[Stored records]
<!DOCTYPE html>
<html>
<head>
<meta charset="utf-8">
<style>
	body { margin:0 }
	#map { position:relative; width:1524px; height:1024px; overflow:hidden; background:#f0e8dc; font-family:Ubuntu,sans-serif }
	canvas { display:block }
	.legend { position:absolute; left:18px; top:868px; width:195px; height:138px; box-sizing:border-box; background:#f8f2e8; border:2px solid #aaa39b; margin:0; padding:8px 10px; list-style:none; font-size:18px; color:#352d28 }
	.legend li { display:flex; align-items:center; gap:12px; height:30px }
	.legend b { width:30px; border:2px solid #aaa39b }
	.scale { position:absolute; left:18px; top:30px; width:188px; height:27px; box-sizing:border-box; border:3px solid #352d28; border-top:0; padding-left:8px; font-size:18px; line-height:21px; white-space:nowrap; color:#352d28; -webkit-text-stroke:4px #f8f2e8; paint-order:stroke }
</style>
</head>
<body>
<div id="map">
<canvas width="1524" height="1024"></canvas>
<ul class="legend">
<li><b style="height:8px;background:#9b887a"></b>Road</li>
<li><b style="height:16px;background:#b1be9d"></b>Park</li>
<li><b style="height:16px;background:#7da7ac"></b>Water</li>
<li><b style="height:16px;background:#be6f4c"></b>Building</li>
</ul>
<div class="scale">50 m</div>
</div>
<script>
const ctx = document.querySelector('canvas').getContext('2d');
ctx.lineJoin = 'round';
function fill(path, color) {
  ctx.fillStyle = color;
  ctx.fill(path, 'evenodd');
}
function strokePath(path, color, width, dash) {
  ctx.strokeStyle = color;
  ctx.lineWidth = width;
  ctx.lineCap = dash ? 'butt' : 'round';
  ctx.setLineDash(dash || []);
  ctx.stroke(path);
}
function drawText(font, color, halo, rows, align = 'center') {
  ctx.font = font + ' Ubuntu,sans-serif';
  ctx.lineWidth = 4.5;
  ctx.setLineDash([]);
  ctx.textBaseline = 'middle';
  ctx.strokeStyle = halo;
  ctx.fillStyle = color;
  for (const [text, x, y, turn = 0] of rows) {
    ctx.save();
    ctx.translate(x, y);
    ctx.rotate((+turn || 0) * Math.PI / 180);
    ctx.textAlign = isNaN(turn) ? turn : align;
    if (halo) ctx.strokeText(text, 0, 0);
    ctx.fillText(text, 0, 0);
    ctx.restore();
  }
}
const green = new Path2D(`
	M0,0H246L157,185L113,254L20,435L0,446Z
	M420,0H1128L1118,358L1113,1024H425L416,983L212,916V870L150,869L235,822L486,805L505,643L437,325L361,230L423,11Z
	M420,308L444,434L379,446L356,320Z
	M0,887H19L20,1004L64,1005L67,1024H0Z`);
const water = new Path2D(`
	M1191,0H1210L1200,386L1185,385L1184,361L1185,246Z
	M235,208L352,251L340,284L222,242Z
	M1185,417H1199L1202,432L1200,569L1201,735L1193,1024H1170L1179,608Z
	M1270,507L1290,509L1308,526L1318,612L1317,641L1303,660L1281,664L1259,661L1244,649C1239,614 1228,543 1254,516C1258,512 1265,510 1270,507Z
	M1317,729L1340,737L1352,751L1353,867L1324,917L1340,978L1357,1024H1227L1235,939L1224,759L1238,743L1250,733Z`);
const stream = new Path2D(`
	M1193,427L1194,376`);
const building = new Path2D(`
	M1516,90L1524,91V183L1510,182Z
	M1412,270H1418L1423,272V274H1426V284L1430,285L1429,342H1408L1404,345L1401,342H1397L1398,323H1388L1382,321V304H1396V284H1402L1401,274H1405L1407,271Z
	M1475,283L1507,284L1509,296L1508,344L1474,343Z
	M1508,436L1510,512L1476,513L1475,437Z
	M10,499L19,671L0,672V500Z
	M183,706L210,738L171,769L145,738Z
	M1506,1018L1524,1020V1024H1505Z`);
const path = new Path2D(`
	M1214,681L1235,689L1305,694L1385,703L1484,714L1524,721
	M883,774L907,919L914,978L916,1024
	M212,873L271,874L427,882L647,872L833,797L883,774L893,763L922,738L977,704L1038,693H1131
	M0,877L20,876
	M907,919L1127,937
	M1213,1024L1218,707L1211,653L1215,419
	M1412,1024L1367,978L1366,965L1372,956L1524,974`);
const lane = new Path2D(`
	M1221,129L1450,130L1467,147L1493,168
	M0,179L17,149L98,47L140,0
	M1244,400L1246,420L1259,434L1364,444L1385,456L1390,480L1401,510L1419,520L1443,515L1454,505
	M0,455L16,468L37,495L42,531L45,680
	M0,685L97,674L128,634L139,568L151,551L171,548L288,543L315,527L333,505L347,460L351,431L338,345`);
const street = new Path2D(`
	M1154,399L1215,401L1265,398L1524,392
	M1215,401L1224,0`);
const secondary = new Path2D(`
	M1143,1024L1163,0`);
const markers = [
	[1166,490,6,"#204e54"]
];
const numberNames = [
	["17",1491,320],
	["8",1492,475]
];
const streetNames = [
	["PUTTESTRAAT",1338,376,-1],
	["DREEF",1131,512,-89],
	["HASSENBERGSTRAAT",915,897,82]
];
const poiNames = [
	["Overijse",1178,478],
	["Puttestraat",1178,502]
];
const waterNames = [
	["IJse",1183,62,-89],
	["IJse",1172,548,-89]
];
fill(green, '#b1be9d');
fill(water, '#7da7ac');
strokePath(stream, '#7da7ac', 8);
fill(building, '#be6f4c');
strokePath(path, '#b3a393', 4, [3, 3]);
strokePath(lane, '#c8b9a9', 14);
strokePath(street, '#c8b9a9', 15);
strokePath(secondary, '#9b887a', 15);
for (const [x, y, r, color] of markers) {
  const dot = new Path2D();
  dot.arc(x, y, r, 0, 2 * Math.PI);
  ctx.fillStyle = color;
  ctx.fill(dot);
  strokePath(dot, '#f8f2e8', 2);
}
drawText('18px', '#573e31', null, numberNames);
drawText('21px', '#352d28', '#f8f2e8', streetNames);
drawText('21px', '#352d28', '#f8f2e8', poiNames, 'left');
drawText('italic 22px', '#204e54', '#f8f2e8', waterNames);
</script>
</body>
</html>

- [Exercise prompt] Using the data above, transcribe the lines that run from the line with "for (const [text, x, y, turn" to the line with "M0,0H246L157,185L113,254L20,435L0,446Z", both ends kept, and output nothing else.

- [Result below]
  for (const [text, x, y, turn = 0] of rows) {
    ctx.save();
    ctx.translate(x, y);
    ctx.rotate((+turn || 0) * Math.PI / 180);
    ctx.textAlign = isNaN(turn) ? turn : align;
    if (halo) ctx.strokeText(text, 0, 0);
    ctx.fillText(text, 0, 0);
    ctx.restore();
  }
}
const green = new Path2D(`
	M0,0H246L157,185L113,254L20,435L0,446Z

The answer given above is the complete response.